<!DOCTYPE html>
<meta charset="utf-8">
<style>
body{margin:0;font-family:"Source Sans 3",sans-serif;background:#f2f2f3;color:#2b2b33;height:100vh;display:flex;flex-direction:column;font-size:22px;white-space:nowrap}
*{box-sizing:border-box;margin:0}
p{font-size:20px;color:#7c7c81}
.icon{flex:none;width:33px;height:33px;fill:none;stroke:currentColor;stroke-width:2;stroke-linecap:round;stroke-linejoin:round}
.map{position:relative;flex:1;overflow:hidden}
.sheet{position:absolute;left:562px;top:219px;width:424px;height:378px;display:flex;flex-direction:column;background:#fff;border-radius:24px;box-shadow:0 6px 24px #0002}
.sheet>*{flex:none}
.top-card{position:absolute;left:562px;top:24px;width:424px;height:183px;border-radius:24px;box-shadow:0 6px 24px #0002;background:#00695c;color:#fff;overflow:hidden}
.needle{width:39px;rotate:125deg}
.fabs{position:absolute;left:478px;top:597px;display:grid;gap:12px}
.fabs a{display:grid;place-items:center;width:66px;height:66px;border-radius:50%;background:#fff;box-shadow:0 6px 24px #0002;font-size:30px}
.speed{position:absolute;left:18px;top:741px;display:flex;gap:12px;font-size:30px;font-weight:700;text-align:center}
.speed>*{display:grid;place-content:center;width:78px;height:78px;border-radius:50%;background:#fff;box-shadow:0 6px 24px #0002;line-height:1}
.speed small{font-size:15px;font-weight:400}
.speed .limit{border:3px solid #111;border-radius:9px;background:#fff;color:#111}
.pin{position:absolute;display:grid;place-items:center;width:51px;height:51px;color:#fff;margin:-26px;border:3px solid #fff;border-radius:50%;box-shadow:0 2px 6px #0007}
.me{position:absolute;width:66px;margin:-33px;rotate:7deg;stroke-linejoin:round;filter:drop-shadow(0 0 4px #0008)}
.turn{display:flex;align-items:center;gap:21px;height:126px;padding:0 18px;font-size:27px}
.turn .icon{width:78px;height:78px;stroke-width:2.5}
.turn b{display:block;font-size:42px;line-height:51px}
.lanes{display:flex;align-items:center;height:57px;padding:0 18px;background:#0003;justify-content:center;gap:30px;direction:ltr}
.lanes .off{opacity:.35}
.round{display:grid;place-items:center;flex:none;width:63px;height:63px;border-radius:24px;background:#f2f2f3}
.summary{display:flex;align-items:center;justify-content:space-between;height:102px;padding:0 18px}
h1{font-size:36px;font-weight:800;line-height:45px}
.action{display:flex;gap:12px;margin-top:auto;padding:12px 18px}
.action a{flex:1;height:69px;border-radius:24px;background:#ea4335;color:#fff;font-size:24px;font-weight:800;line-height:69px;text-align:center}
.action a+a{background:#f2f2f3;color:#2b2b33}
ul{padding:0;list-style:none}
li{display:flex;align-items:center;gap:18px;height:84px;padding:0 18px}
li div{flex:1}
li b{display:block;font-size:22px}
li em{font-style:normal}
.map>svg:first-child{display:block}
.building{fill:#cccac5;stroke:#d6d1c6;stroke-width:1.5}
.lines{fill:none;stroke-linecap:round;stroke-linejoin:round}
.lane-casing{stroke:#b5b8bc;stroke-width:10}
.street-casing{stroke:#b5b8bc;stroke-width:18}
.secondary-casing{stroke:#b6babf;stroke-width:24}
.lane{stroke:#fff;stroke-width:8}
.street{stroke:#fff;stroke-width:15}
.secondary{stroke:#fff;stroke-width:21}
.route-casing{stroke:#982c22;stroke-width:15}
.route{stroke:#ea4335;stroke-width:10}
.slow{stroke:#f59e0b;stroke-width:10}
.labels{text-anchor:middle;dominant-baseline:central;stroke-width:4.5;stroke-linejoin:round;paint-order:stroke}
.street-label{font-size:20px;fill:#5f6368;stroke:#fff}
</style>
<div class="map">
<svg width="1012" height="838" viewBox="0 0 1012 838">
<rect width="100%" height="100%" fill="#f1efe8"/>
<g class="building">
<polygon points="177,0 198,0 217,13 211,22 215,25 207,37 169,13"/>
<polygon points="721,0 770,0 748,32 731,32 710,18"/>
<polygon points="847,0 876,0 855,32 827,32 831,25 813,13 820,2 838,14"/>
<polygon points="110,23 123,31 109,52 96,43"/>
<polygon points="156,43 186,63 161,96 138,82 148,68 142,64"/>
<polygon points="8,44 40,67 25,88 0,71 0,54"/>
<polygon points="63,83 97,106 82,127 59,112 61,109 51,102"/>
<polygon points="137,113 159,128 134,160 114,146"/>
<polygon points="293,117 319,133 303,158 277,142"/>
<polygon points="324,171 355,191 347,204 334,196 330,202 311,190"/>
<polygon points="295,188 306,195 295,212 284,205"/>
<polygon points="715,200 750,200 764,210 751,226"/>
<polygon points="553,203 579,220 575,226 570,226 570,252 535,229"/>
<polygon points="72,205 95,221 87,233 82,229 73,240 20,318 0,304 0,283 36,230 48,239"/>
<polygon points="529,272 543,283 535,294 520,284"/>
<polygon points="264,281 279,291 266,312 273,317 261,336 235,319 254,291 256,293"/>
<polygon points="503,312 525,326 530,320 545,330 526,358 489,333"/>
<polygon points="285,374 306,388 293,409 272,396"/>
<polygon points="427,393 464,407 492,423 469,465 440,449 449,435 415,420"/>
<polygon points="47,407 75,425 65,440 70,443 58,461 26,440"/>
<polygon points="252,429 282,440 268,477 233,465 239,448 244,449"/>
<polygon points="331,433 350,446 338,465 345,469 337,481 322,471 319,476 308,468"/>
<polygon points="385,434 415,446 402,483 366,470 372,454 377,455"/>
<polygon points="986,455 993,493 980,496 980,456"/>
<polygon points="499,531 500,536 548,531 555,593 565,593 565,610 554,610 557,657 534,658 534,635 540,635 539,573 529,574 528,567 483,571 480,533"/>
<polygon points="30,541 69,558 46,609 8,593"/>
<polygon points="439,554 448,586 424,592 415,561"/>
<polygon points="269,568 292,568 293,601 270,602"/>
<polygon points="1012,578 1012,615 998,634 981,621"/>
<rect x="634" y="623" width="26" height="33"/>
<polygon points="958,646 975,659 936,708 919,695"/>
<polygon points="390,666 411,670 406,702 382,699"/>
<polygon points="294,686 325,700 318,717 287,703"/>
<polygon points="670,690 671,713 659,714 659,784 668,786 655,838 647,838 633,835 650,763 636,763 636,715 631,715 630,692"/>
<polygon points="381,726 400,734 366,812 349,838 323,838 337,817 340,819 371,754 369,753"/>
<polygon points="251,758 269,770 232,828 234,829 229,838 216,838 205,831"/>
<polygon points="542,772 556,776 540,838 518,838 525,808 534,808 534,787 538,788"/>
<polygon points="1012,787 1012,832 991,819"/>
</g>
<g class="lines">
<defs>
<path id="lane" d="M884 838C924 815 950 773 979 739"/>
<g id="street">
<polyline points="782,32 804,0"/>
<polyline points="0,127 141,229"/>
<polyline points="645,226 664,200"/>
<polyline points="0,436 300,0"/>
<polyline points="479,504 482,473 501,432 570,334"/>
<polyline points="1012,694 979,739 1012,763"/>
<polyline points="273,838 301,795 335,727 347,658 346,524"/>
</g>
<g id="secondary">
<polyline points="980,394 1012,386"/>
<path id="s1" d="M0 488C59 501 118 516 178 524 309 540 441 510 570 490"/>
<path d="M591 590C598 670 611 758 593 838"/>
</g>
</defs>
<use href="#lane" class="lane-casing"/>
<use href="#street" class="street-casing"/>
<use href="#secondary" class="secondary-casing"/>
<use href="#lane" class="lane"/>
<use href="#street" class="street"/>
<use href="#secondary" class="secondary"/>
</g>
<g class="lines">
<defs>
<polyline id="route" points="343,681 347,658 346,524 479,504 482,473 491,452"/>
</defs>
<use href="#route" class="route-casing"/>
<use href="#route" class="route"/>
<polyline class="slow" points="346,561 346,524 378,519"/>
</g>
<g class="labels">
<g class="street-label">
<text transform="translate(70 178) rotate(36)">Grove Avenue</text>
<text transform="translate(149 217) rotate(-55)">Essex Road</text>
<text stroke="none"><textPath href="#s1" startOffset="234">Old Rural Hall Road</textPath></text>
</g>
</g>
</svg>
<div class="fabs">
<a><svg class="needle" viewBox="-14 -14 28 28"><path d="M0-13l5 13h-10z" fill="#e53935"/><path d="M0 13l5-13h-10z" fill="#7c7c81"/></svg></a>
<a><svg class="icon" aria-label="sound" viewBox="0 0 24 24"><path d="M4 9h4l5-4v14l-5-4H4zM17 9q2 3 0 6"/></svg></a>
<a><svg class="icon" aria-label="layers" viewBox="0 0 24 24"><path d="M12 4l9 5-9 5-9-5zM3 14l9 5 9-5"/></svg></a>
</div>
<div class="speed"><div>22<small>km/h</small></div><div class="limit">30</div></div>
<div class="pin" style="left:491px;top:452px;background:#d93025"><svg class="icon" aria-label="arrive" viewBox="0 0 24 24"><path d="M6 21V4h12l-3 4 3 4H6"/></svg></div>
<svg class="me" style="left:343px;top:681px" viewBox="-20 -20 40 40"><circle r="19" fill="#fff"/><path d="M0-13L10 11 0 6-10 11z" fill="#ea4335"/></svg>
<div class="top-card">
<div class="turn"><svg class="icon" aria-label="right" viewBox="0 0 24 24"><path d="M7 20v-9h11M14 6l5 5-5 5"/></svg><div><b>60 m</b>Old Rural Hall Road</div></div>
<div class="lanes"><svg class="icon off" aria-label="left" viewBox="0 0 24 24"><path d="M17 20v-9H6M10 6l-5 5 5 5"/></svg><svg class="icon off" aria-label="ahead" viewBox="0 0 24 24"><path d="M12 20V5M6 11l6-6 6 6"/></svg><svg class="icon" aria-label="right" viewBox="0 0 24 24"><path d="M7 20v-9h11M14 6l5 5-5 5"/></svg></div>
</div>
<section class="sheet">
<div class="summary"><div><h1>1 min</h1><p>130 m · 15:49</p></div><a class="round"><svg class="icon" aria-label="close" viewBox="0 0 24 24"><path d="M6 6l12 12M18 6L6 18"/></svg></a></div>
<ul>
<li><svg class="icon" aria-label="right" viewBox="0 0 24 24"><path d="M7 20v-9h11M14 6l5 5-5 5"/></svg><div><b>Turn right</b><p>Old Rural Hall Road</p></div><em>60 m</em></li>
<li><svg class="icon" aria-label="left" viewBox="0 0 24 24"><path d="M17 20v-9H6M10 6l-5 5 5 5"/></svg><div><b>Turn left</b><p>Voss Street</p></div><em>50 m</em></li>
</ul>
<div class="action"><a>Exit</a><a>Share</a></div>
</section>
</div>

TASK TO CARRY OUT – Make a copy of each line in the records above that has the word "overflow".

WRITTEN RESPONSE –
.map{position:relative;flex:1;overflow:hidden}
.top-card{position:absolute;left:562px;top:24px;width:424px;height:183px;border-radius:24px;box-shadow:0 6px 24px #0002;background:#00695c;color:#fff;overflow:hidden}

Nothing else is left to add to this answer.